Então, por volta das 4 da manhã, Cabot recebeu uma mensagem. Era uma captura de tela de um TikTok.

“E eu fiquei tipo —” ela fez uma pausa e perguntou: “Posso xingar?” Eu disse que falasse como normalmente fala. Ela continuou: “E eu fiquei tipo, ‘Ah’”, e xingou. “Tipo, não é só o Andrew e o conselho que vão saber disso agora.” Às 6 da manhã de quinta-feira, quando Byron e Cabot apertaram “enviar” no e-mail, o TikTok já estava explodindo.

Ela dirigiu para ver os filhos, que estavam com o pai em Boston. Queria falar com eles sobre o que aconteceu antes que soubessem por outros. “Eles sabiam quem o Andy era, obviamente”, disse, “e eu falei: ‘Ele e eu nos deixamos levar por um momento, e agora isso está nas redes sociais’.” Sua filha, que tinha 14 anos, começou a chorar.

Depois, ela voltou para o apartamento para uma teleconferência com o conselho da Astronomer. Nessa conversa, segundo ela, disseram: “Olha, somos seres humanos. Todos cometemos erros.
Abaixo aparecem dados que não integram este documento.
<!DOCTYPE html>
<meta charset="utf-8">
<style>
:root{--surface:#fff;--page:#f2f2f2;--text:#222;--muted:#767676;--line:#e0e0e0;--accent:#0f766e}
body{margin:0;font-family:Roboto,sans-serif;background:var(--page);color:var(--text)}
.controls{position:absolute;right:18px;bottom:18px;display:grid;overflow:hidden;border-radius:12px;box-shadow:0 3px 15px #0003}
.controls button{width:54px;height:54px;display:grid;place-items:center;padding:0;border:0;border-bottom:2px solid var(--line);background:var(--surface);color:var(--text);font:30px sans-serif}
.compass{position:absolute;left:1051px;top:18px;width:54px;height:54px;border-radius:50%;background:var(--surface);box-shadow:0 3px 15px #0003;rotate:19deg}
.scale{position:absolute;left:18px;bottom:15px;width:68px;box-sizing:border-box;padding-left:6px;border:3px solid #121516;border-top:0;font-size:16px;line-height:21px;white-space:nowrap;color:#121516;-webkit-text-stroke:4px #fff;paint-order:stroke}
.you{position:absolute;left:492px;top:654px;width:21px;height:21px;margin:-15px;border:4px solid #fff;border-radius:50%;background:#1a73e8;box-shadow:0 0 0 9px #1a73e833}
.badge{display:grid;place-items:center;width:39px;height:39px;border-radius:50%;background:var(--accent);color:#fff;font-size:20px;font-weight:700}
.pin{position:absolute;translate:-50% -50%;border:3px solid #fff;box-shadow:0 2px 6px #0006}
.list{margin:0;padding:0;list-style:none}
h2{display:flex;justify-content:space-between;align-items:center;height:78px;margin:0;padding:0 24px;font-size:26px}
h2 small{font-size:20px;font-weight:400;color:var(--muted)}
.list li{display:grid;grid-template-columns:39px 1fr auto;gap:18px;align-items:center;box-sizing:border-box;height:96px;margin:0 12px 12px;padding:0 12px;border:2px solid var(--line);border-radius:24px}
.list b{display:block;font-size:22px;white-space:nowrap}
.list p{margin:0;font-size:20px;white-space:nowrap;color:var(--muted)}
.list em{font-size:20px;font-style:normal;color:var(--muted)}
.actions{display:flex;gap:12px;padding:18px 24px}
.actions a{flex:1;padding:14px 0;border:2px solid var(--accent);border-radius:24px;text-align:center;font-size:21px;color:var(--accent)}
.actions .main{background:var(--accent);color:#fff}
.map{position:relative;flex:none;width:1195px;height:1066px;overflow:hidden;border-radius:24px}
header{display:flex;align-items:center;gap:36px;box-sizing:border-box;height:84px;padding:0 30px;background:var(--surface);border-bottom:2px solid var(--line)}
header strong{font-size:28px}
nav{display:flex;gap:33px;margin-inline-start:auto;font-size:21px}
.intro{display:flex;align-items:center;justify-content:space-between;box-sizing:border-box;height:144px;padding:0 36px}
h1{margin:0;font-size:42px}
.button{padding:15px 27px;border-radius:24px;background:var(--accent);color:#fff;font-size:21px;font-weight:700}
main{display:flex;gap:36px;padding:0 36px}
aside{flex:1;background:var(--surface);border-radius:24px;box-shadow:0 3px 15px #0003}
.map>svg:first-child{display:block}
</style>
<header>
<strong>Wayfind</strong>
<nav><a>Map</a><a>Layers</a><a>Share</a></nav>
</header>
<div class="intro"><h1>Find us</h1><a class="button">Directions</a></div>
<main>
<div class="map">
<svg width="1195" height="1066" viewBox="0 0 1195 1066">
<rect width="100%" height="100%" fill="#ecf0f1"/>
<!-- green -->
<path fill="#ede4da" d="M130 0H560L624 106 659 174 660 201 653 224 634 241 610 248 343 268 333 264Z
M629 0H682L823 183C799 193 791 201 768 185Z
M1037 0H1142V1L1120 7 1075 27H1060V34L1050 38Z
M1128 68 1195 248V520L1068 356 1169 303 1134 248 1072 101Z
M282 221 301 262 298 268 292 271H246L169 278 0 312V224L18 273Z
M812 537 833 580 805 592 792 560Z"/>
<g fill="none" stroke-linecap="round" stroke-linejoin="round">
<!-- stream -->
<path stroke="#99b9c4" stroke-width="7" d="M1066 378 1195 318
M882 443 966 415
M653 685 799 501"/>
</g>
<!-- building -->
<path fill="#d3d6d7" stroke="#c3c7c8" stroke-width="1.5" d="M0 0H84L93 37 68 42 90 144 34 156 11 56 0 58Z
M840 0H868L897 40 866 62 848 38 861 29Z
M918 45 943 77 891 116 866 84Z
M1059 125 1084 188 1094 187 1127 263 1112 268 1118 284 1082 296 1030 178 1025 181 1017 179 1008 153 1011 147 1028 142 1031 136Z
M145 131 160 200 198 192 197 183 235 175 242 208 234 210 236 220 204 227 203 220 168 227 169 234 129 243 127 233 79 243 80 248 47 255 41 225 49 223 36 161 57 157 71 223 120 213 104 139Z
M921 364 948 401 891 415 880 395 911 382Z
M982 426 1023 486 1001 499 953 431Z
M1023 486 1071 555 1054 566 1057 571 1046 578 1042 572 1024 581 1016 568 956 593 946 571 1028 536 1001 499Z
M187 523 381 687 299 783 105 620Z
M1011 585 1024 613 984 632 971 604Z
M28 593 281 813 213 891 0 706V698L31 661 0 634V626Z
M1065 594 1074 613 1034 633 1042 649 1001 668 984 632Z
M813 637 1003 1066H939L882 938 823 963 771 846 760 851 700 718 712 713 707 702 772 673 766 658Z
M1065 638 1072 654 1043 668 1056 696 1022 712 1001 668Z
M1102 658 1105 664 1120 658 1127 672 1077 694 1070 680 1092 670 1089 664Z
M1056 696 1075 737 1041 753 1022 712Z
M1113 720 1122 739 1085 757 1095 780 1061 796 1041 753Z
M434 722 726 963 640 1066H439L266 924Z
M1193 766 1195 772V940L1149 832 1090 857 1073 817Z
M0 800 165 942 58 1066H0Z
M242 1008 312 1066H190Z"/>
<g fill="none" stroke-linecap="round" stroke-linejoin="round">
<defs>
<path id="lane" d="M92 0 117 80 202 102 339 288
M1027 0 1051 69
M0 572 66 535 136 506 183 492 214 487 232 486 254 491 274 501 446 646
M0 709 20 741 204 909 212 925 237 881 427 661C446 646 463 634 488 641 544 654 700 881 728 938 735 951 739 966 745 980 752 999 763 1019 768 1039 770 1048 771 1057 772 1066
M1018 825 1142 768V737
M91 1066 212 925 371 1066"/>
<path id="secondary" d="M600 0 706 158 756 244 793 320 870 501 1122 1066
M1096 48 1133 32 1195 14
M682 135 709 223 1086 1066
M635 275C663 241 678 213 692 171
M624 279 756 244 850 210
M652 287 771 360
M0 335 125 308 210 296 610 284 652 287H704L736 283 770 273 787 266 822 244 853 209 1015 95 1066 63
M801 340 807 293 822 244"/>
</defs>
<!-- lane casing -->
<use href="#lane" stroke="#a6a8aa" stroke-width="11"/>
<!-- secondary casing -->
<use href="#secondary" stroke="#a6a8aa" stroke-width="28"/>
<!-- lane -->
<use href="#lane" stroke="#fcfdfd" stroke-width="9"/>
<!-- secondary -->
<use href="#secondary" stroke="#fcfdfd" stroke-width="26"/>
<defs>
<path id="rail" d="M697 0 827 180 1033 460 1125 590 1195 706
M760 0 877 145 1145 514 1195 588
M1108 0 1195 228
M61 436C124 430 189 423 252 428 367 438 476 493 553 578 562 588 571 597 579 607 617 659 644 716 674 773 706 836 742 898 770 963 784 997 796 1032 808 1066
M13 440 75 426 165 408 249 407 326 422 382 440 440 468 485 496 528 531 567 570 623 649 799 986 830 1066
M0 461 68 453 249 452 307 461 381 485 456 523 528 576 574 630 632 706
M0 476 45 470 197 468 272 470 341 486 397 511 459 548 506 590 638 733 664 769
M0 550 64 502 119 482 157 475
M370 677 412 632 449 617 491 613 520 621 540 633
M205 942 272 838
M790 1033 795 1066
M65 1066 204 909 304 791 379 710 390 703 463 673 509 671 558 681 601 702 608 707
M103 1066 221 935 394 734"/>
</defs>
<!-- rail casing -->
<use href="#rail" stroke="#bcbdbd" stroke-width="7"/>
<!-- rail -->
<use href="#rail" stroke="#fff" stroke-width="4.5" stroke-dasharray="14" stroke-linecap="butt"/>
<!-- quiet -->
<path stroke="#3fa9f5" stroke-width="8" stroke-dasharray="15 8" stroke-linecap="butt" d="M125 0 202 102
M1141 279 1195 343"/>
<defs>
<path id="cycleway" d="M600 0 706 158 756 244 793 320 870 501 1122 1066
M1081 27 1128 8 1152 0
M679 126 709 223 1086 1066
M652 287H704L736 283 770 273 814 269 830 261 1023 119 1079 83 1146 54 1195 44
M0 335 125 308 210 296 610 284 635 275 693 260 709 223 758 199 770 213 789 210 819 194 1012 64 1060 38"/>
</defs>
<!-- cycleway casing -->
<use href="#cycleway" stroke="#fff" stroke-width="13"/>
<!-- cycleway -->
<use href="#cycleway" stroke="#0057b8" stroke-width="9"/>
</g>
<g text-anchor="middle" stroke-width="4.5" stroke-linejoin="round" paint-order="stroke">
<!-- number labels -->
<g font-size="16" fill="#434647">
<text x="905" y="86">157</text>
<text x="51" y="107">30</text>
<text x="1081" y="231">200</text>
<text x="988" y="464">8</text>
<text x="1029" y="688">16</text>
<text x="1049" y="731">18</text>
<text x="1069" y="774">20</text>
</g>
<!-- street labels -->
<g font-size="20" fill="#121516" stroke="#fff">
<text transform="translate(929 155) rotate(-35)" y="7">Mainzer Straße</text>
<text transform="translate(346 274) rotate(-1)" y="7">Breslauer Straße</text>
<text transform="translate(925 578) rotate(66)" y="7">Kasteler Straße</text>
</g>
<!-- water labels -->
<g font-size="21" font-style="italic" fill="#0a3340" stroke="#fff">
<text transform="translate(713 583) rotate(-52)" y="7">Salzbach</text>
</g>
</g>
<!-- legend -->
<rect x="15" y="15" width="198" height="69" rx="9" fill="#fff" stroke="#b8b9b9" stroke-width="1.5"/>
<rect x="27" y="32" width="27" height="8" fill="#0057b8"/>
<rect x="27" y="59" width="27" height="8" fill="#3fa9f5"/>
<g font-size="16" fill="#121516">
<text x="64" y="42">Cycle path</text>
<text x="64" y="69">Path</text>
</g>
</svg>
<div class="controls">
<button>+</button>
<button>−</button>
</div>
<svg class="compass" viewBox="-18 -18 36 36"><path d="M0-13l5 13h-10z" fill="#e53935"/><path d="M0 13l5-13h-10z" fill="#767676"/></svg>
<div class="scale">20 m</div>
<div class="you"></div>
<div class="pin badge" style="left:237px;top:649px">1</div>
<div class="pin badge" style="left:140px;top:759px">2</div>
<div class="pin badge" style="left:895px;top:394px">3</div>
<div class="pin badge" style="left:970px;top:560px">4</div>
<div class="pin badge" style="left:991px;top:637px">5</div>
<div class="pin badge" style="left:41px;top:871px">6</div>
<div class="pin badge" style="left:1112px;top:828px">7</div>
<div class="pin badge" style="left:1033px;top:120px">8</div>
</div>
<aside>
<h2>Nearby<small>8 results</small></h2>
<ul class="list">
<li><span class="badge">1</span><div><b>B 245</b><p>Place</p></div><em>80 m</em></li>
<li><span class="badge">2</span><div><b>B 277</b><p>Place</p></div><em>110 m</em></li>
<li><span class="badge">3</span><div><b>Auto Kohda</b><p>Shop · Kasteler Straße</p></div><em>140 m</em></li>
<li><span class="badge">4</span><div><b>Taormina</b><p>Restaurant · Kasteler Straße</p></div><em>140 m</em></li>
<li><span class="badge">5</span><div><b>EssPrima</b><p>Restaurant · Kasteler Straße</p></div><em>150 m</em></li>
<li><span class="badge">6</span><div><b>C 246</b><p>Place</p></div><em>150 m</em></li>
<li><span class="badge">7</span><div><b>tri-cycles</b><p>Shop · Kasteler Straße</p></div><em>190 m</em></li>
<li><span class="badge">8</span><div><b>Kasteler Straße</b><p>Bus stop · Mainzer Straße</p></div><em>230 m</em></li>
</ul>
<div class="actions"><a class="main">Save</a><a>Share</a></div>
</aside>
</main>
Mas você entende que precisamos nos afastar e conversar sobre isso para decidir o que fazer.” A empresa logo iniciou uma investigação.

Cabot decidiu alugar um refúgio para o fim de semana, sozinha, como se um pouco de autocuidado fosse resolver tudo. Ela não ri muito do #coldplaygate, mas ri do absurdo disso. Os filhos tinham planos, então ela colocou um vinho orgânico e o cachorro no carro e foi para as montanhas. “Eu pensei: ‘É exatamente disso que eu preciso depois de uma semana difícil’”, disse.

No sábado, Byron renunciou. Veículos de imprensa de Nova York à Austrália cobriram a história. Cabot não dormiu. Passou o fim de semana andando de um lado para o outro na casa alugada, chorando e falando ao telefone. Parecia que todo produtor de todo programa de notícias da TV estava mandando mensagem. Em algum momento daquele fim de semana, Cabot sofreu doxxing, e seu telefone foi inundado.

Ela instalou câmeras de segurança em casa, e a polícia local aumentou a vigilância. Depois que a Astronomer concluiu a investigação, a empresa pediu que Cabot retornasse ao cargo, segundo ela. Mas ela não conseguia imaginar como poderia se levantar como chefe de RH sendo alvo de chacota. Ela negociou sua saída, anunciada em 24 de julho. (A Astronomer se recusou a comentar esta reportagem.)